Edward Snowden’s disclosures, the New York Times reported on Sunday, “have renewed a longstanding concern: that young Internet aficionados whose skills the agencies need for counterterrorism and cyberdefense sometimes bring an anti-authority spirit that does not fit the security bureaucracy.
Agencies like the NSA and CIA -- and private contractors like Booz Allen -- can’t be sure that all employees will obey the rules without interference from their own idealism. This is a basic dilemma for the warfare/surveillance state, which must hire and retain a huge pool of young talent to service the digital innards of a growing Big Brother.

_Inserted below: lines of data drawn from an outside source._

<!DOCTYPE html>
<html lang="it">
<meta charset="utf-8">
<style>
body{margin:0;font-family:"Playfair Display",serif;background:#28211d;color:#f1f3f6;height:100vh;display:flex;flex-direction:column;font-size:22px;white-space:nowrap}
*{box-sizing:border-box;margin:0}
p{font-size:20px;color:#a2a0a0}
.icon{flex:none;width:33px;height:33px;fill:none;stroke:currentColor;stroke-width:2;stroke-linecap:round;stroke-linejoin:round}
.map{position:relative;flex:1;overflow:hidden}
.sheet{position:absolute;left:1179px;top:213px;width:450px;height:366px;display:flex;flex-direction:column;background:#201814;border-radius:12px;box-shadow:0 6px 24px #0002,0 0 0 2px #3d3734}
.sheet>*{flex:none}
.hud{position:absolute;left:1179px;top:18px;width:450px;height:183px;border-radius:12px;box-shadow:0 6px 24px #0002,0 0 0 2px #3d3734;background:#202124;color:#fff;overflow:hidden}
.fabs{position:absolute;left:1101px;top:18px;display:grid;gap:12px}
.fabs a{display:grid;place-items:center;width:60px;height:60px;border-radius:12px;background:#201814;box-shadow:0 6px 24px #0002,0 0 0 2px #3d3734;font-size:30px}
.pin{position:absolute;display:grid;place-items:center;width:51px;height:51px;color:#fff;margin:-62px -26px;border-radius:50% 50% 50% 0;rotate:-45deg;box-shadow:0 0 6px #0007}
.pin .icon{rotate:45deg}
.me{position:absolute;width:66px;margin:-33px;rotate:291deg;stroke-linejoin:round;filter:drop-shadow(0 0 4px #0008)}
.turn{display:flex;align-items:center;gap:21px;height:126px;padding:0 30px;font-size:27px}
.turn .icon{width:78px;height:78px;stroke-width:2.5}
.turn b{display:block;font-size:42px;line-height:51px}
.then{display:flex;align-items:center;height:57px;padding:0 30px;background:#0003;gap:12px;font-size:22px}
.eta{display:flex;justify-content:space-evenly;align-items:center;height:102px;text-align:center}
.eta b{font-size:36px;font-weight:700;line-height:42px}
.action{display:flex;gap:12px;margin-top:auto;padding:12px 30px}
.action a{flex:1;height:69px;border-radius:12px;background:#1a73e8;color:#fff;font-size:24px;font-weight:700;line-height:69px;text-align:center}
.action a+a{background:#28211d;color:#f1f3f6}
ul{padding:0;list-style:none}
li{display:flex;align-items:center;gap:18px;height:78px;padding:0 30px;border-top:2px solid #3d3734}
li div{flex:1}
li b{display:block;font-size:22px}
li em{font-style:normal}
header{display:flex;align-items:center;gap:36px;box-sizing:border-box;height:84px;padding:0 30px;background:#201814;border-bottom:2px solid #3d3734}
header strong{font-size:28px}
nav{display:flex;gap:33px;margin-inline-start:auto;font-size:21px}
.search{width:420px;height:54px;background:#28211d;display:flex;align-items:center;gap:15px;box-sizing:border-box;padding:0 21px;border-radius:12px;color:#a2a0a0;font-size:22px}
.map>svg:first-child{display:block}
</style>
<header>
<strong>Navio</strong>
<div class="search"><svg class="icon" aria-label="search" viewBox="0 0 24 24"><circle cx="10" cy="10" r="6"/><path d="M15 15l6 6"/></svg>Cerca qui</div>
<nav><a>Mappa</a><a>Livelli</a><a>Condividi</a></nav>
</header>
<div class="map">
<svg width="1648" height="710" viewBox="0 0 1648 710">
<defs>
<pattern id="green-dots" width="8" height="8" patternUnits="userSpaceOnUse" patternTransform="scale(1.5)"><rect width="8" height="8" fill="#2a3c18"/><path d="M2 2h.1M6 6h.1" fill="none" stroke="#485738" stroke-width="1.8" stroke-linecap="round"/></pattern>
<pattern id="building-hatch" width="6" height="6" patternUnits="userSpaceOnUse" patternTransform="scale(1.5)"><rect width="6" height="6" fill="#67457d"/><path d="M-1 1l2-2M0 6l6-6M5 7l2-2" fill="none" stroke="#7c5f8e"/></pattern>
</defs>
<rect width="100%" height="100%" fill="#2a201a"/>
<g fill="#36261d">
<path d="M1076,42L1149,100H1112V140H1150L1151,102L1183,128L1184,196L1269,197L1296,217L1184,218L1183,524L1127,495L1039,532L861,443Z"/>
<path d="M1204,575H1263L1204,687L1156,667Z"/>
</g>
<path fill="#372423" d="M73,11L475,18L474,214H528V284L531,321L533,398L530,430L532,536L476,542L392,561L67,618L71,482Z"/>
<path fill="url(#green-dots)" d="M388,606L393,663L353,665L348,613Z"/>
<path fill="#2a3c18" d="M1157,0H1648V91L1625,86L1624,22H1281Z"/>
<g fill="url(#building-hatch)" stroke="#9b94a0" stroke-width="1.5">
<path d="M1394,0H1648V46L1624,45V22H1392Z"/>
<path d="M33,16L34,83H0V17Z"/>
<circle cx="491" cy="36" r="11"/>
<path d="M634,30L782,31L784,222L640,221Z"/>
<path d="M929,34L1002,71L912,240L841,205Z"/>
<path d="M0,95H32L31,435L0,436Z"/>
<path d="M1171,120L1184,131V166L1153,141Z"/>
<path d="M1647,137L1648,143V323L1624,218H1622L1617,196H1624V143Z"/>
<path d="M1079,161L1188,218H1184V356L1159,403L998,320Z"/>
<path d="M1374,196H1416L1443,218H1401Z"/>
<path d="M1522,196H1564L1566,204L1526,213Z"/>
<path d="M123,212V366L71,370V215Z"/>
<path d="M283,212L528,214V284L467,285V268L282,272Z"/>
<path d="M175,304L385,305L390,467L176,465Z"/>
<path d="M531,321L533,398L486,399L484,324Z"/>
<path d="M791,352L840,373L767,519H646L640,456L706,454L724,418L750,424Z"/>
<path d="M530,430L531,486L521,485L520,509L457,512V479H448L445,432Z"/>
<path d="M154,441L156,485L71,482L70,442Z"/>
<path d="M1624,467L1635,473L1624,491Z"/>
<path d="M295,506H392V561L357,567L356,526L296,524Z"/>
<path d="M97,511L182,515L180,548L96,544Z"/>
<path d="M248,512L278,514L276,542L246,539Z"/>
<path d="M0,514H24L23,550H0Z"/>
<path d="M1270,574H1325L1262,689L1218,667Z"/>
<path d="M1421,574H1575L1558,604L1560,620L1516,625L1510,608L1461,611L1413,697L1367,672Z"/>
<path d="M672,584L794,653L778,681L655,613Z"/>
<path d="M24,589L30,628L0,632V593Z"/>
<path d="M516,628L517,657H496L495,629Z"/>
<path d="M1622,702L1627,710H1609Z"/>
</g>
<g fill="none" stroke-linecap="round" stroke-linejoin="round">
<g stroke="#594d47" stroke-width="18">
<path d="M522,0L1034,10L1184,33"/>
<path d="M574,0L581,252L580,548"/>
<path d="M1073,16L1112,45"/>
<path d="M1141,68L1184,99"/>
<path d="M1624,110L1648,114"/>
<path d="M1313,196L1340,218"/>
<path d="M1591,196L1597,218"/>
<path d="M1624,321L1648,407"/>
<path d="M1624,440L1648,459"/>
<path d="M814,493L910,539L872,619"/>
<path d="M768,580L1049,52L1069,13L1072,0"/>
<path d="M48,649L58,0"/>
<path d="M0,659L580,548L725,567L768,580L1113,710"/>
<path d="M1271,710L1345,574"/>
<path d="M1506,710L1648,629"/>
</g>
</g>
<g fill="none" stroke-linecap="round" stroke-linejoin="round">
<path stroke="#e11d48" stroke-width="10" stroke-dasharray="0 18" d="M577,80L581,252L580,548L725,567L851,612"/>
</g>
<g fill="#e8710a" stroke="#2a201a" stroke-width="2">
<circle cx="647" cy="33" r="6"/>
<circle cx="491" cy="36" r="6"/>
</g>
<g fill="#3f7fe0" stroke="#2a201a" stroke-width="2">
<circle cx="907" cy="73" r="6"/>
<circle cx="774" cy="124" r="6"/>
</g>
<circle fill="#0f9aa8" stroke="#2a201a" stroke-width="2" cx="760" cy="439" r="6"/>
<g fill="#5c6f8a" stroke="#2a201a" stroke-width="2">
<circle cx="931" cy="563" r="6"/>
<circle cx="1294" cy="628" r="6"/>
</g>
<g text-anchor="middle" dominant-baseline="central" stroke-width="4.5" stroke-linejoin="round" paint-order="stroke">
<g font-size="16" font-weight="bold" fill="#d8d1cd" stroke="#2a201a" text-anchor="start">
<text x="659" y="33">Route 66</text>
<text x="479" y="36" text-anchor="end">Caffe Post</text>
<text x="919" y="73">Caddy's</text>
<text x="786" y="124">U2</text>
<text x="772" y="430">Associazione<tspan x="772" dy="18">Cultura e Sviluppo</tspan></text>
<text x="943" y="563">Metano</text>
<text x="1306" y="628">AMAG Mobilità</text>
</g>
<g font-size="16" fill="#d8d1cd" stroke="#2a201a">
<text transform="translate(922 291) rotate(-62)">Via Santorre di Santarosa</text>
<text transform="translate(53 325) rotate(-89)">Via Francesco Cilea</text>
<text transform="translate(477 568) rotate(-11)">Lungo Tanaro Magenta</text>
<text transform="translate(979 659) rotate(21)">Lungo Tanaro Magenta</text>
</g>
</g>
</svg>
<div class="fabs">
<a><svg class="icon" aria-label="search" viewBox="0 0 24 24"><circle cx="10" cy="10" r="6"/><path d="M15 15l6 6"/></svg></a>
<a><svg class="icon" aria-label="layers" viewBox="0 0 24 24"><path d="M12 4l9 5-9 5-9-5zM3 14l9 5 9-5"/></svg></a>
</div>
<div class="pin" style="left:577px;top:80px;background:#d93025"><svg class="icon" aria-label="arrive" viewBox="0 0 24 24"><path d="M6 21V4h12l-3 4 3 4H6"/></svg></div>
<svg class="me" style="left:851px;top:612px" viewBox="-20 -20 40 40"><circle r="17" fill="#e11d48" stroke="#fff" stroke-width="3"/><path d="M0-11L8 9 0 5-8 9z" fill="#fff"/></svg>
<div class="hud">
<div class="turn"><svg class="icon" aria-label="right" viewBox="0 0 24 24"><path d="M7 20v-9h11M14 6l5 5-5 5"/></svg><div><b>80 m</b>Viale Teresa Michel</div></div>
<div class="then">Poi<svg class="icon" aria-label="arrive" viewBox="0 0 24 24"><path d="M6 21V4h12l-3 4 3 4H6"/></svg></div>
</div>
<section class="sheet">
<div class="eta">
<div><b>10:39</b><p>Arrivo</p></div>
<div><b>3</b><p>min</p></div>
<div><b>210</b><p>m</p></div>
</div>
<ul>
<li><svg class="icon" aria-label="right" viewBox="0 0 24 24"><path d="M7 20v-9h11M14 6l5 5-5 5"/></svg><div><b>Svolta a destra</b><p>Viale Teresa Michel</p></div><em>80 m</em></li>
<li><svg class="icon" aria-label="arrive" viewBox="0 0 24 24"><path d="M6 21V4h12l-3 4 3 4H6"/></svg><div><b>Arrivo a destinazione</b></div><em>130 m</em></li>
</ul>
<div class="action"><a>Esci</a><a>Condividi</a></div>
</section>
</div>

With private firms scrambling to recruit workers for top-secret government contracts, the current situation was foreshadowed by novelist John Hersey in his 1960 book The Child Buyer. When the vice president of a contractor named United Lymphomilloid, “in charge of materials procurement,” goes shopping for a very bright ten-year-old, he explains that “my duties have an extremely high national-defense rating.” And he adds: “When a commodity that you need falls in short supply, you have to get out and hustle. I buy brains.”